Safety panel 20 is a safety device for use in buildings. Safety panel 20 can be an addressable panel in some embodiments. Safety panel 20 is configured to set into motion a number of tasks that could save lives and minimize property damage according to sensed or input criteria in some embodiments. In some embodiments, safety panel 20 is a fire control panel including an alarm analysis circuit 22 and a display 24. Safety panel 20 is configured to call the fire department, activate the building's sprinkler system in response to signals from safety equipment 26A-C. Safety equipment 26A-C can include any number of smoke detectors, carbon monoxide detectors, the fire sprinkler systems, a manual call points, pull switches, etc. Upon detection of a fire or other hazard using alarm analysis circuit 22, safety panel 20 is configured to trigger alarms, lights, dampers, safety equipment 26A-C, etc. Safety equipment 26A-C can include any number of smoke detectors, carbon monoxide detectors, the fire sprinkler systems, a manual call points, pull switches, etc. Safety equipment 26A-C can include communication circuits similar to communication circuits 16A-C.

In some embodiments, the time period for periodic communications is adjusted by providing a message from safety panel 20 to communication circuits 16A-C in some embodiments. For example, a message may be provided communication circuits 16A-C to increase the frequency of periodic communications in response to other sensor data or analysis by alarm analysis circuit 22. If other alarms are issued or other sensors (e.g., smoke detectors) indicate a hazardous condition), the interval for communications may be increased so that damper position data is received more frequently in some embodiments. Further, if alarm analysis circuit 22 receives an indication that a damper 12A-C is opened or closed, the message may be sent to other dampers 12A-C to report damper position status or increase the frequency of communication in some embodiments.

In some embodiments, safety panel 20 can initiate a test sequence through communication circuits 16A-C. The safety panel 20 can provide a command addressed to a particular damper 12A-C to move blades of the dampers 12A-C and receive a message indicating a position of the dampers 12A-C. In some embodiments, actuation timing of dampers 12A-C actuator is determined. Advantageously, the safety panel 20 is configured to transmit the signals to communication circuits 16A-C for operational verification of the dampers 12A-C and associated actuators without requiring a portable device. The safety panel 20 is configured to sort dampers 12A-C by any desired category including by building name or floor(s) for example on display 24. When testing is complete, safety panel 20 provides a test report by with time stamp and “PASS” or “FAIL” message for each interrogated damper 12A-C in some embodiments.

In some embodiments, safety panel 20 can display the position or state of dampers 12A-C on display 24. Display 24 can be a liquid crystal display. Display 24 can provide indicia of alarms and information about dampers 12A-C and safety equipment 26A-C. The test report is provided on display 24 in some embodiments.

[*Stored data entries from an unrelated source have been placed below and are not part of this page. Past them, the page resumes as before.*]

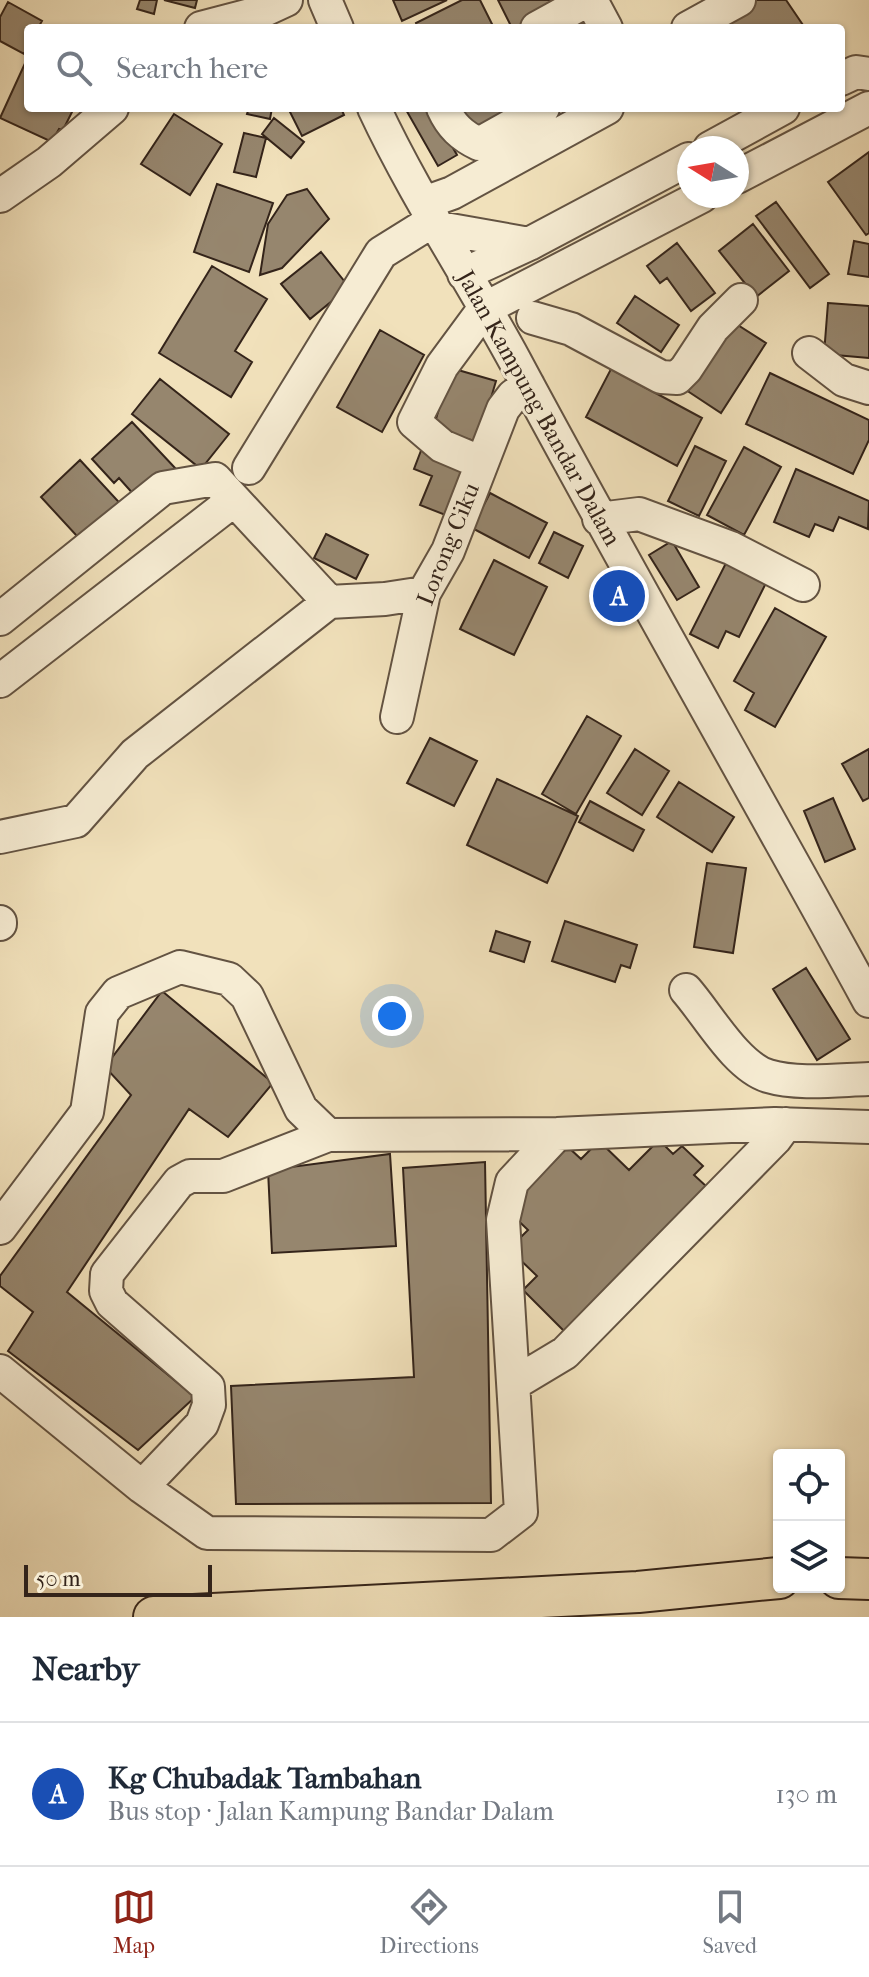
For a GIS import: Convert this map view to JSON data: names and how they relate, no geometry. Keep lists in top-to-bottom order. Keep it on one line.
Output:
{"streets":{"street":["Jalan Kampung Bandar Dalam","Lorong Ciku"]},"crossings":[["Jalan Kampung Bandar Dalam","Lorong Ciku"]],"scale_bar":"50 m","north":"left","page":{"search":"Search here","pins":"A","scale":"50 m","heading":"Nearby","list":[{"mark":"A","name":"Kg Chubadak Tambahan","note":"Bus stop · Jalan Kampung Bandar Dalam","value":"130 m"}],"nav":["Map","Directions","Saved"]}}
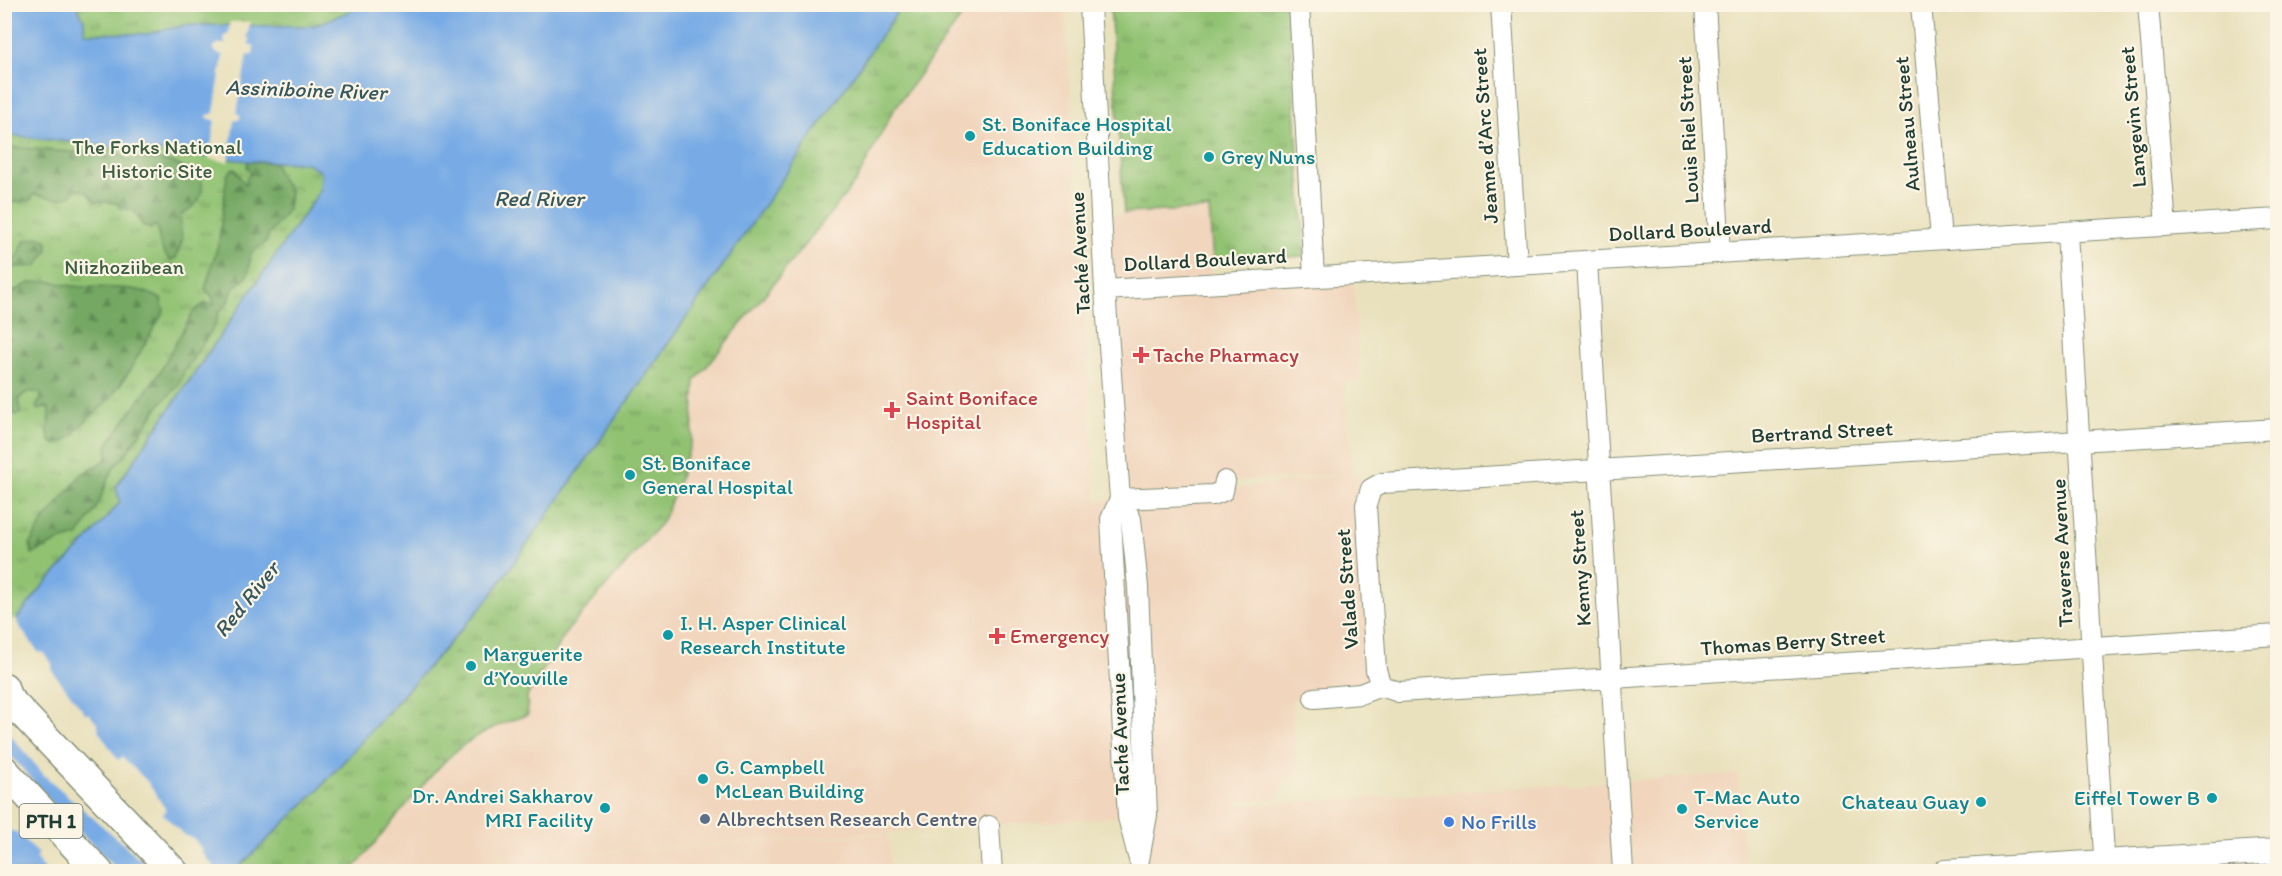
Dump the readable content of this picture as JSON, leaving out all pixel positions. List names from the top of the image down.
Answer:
{
  "streets": {
    "highway": ["PTH 1"],
    "street": [
      "Langevin Street",
      "Aulneau Street",
      "Louis Riel Street",
      "Jeanne d’Arc Street",
      "Dollard Boulevard",
      "Taché Avenue",
      "Bertrand Street",
      "Traverse Avenue",
      "Kenny Street",
      "Valade Street",
      "Thomas Berry Street"
    ]
  },
  "crossings": [
    ["Langevin Street", "Dollard Boulevard"],
    ["Aulneau Street", "Dollard Boulevard"],
    ["Louis Riel Street", "Dollard Boulevard"],
    ["Jeanne d’Arc Street", "Dollard Boulevard"],
    ["Dollard Boulevard", "Taché Avenue"],
    ["Dollard Boulevard", "Traverse Avenue"],
    ["Dollard Boulevard", "Kenny Street"],
    ["Bertrand Street", "Traverse Avenue"],
    ["Bertrand Street", "Kenny Street"],
    ["Bertrand Street", "Valade Street"],
    ["Traverse Avenue", "Thomas Berry Street"],
    ["Kenny Street", "Thomas Berry Street"],
    ["Valade Street", "Thomas Berry Street"]
  ],
  "water": ["Assiniboine River", "Red River"],
  "parks": ["The Forks National Historic Site", "Niizhoziibean"],
  "places": {
    "other": [
      "St. Boniface Hospital Education Building",
      "Grey Nuns",
      "St. Boniface General Hospital",
      "I. H. Asper Clinical Research Institute",
      "Marguerite d’Youville",
      "G. Campbell McLean Building",
      "Eiffel Tower B",
      "Chateau Guay",
      "Dr. Andrei Sakharov MRI Facility",
      "T-Mac Auto Service",
      "Albrechtsen Research Centre",
      "No Frills"
    ],
    "health": ["Tache Pharmacy", "Saint Boniface Hospital", "Emergency"]
  }
}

Safety panel 20 as well as communication circuits 16A-C can include one or more processors and electronic hardware communicably coupled to one or more memory or memory devices. The one or more processors may be embodied in various ways. The one or more processors may be implemented as one or more general-purpose processors, application specific integrated circuits (ASICs), field programmable gate arrays (FPGAs), digital signal processors (DSPs), or other suitable electronic data processing components structured to execute instructions provided by memory.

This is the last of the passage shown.